BEGIN RECORD EXTRACTS
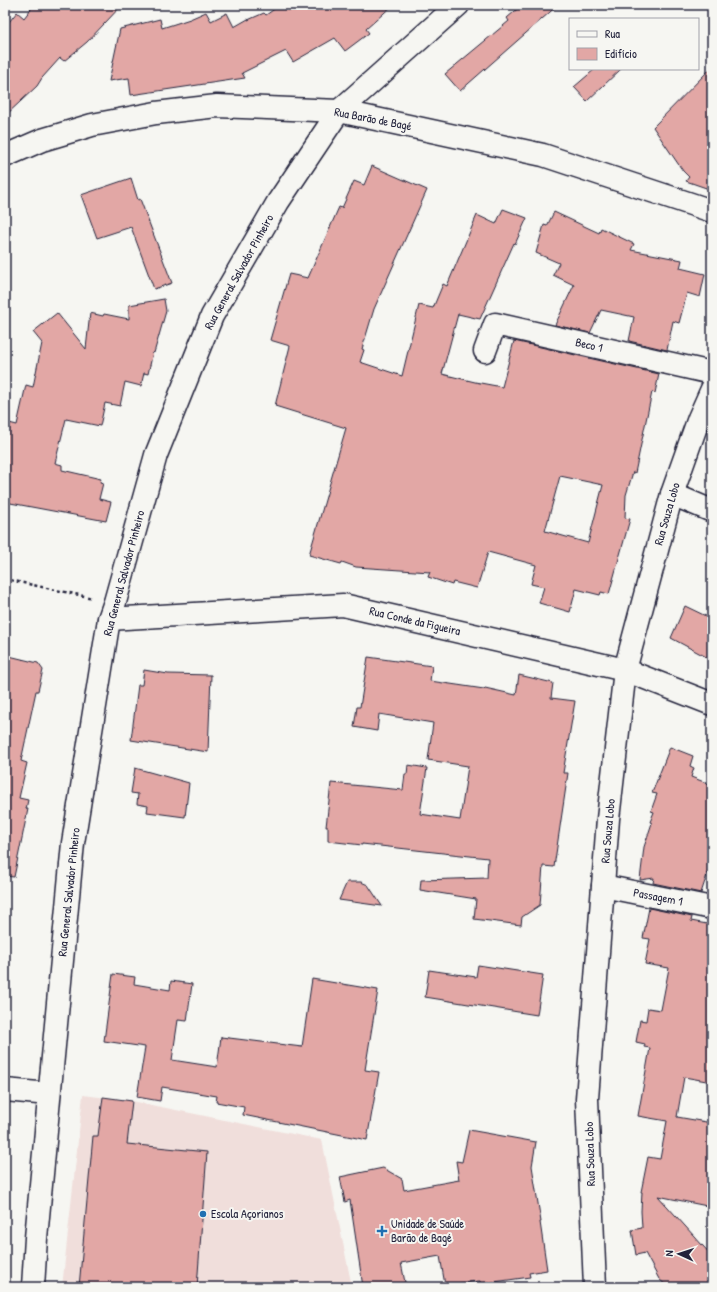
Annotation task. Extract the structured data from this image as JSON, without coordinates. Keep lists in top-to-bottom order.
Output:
{
  "streets": {
    "street": [
      "Rua Barão de Bagé",
      "Rua General Salvador Pinheiro",
      "Beco 1",
      "Rua Souza Lobo",
      "Rua Conde da Figueira",
      "Passagem 1"
    ]
  },
  "crossings": [
    ["Rua Barão de Bagé", "Rua General Salvador Pinheiro"],
    ["Rua General Salvador Pinheiro", "Rua Conde da Figueira"],
    ["Rua Souza Lobo", "Rua Conde da Figueira"],
    ["Rua Souza Lobo", "Passagem 1"]
  ],
  "places": {
    "other": ["Escola Açorianos"],
    "health": ["Unidade de Saúde Barão de Bagé"]
  },
  "legend": ["Rua", "Edifício"],
  "north": "left"
}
END RECORD EXTRACTS
- [PROBLEM DETAILS]:
Each line of the data should be quoted exactly, with pictures left out.

- [YOUR SOLUTION]:
Annotation task. Extract the structured data from this image as JSON, without coordinates. Keep lists in top-to-bottom order.
Output:
{
  "streets": {
    "street": [
      "Rua Barão de Bagé",
      "Rua General Salvador Pinheiro",
      "Beco 1",
      "Rua Souza Lobo",
      "Rua Conde da Figueira",
      "Passagem 1"
    ]
  },
  "crossings": [
    ["Rua Barão de Bagé", "Rua General Salvador Pinheiro"],
    ["Rua General Salvador Pinheiro", "Rua Conde da Figueira"],
    ["Rua Souza Lobo", "Rua Conde da Figueira"],
    ["Rua Souza Lobo", "Passagem 1"]
  ],
  "places": {
    "other": ["Escola Açorianos"],
    "health": ["Unidade de Saúde Barão de Bagé"]
  },
  "legend": ["Rua", "Edifício"],
  "north": "left"
}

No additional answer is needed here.